**AVAILABLE DATA**:
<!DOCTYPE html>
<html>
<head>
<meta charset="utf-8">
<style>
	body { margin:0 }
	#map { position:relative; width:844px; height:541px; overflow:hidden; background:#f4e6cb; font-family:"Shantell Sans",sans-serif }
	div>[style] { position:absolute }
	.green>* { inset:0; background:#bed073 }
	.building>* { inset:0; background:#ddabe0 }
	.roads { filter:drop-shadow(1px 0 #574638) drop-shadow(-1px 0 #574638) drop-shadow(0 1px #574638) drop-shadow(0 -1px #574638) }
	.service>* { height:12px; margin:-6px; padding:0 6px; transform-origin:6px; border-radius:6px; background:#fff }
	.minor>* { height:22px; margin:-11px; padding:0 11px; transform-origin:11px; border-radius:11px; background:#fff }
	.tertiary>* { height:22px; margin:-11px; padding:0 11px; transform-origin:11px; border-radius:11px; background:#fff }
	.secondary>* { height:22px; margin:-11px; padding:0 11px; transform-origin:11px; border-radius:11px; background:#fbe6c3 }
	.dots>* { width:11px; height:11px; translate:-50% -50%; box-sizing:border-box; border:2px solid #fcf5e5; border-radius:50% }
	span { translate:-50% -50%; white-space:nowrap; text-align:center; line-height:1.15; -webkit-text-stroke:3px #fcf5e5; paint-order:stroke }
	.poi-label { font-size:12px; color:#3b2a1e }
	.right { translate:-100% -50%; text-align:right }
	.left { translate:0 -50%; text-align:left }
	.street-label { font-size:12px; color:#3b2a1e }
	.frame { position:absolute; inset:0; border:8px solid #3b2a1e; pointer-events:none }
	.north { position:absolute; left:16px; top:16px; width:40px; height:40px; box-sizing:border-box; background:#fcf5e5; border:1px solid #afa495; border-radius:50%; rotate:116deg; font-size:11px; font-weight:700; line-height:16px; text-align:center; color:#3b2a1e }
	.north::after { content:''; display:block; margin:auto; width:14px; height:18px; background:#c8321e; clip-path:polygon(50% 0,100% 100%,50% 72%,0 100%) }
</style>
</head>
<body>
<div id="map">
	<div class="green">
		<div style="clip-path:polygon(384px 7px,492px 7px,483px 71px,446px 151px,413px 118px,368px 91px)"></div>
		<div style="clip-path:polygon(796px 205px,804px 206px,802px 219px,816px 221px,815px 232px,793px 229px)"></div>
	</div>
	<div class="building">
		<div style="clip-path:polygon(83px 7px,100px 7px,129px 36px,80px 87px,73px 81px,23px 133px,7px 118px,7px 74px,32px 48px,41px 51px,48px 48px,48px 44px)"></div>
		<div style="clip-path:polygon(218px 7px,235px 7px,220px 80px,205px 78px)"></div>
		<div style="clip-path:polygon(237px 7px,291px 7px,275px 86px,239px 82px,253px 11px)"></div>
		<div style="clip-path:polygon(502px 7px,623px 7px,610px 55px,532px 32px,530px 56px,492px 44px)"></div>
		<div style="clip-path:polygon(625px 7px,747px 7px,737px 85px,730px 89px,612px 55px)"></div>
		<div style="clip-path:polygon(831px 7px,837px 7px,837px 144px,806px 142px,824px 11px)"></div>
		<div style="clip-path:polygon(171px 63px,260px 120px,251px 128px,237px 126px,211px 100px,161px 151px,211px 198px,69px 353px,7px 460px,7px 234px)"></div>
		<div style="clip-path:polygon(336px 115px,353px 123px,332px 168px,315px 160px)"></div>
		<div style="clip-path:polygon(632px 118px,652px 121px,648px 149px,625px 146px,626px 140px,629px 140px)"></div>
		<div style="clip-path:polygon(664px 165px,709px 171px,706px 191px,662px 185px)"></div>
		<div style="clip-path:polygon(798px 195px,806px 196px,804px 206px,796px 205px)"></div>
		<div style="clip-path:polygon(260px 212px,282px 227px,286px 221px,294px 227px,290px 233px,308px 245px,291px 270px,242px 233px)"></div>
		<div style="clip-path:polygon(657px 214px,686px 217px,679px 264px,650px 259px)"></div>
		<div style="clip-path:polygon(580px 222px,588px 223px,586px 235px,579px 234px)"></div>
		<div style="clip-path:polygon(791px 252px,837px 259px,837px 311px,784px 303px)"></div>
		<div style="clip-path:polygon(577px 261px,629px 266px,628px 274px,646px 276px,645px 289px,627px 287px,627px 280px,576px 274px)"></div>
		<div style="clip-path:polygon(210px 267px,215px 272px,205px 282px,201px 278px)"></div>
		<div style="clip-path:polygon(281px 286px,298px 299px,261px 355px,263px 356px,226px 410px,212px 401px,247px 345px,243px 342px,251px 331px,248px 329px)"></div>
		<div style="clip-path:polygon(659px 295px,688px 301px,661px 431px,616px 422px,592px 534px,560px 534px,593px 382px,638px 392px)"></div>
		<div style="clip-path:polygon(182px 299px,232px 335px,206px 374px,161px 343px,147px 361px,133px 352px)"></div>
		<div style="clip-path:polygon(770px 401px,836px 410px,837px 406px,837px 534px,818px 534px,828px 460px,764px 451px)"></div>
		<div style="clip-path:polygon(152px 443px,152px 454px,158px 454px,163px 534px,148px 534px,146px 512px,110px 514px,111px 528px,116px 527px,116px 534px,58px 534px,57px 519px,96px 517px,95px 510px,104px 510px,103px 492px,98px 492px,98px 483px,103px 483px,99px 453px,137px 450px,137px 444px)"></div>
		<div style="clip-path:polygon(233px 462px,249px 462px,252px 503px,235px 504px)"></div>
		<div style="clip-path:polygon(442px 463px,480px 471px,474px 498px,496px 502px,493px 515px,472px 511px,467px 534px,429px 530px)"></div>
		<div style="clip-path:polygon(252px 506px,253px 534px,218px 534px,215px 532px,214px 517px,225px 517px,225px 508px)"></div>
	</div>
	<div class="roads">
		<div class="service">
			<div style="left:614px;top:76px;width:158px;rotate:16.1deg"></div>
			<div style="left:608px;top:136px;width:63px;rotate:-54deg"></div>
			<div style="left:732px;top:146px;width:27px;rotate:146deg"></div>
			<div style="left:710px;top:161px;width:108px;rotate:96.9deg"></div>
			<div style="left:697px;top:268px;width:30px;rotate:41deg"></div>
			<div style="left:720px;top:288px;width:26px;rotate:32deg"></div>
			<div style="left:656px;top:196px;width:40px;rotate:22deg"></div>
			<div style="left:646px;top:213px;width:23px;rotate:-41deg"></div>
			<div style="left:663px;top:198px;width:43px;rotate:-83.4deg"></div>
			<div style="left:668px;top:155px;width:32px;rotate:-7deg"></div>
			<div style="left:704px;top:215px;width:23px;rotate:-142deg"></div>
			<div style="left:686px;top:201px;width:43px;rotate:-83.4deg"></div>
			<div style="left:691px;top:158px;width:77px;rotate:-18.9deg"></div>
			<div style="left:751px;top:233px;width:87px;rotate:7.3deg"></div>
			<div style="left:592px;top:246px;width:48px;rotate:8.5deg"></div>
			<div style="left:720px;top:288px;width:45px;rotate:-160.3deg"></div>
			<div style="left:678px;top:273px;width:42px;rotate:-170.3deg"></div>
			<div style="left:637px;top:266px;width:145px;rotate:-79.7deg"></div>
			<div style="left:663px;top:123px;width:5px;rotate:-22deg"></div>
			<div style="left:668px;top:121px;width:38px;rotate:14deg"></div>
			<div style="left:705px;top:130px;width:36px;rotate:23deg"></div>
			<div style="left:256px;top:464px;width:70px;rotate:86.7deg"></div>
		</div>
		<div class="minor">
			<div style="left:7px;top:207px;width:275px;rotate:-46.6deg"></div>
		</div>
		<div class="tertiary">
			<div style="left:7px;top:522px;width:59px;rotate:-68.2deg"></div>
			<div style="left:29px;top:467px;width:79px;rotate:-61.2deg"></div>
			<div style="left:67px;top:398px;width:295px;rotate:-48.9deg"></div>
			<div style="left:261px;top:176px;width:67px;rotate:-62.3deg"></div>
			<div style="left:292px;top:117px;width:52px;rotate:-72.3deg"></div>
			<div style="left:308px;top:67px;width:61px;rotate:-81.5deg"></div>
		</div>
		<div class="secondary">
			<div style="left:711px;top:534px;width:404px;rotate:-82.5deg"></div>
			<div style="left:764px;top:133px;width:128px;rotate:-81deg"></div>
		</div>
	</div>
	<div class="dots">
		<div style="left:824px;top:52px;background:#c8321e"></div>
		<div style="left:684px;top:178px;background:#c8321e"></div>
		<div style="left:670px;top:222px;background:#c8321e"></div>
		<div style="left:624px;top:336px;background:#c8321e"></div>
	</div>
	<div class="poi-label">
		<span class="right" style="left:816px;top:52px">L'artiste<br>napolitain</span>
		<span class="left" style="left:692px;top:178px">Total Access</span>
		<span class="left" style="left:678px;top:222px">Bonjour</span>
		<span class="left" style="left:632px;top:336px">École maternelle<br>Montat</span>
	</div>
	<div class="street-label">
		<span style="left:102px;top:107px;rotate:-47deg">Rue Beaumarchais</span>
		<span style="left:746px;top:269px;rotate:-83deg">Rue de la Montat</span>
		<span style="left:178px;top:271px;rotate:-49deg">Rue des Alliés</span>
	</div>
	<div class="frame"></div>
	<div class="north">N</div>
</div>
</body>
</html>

**BRIEF**:
Write out each line above with the word "service".

**FINISHED TASK**:
	.service>* { height:12px; margin:-6px; padding:0 6px; transform-origin:6px; border-radius:6px; background:#fff }
		<div class="service">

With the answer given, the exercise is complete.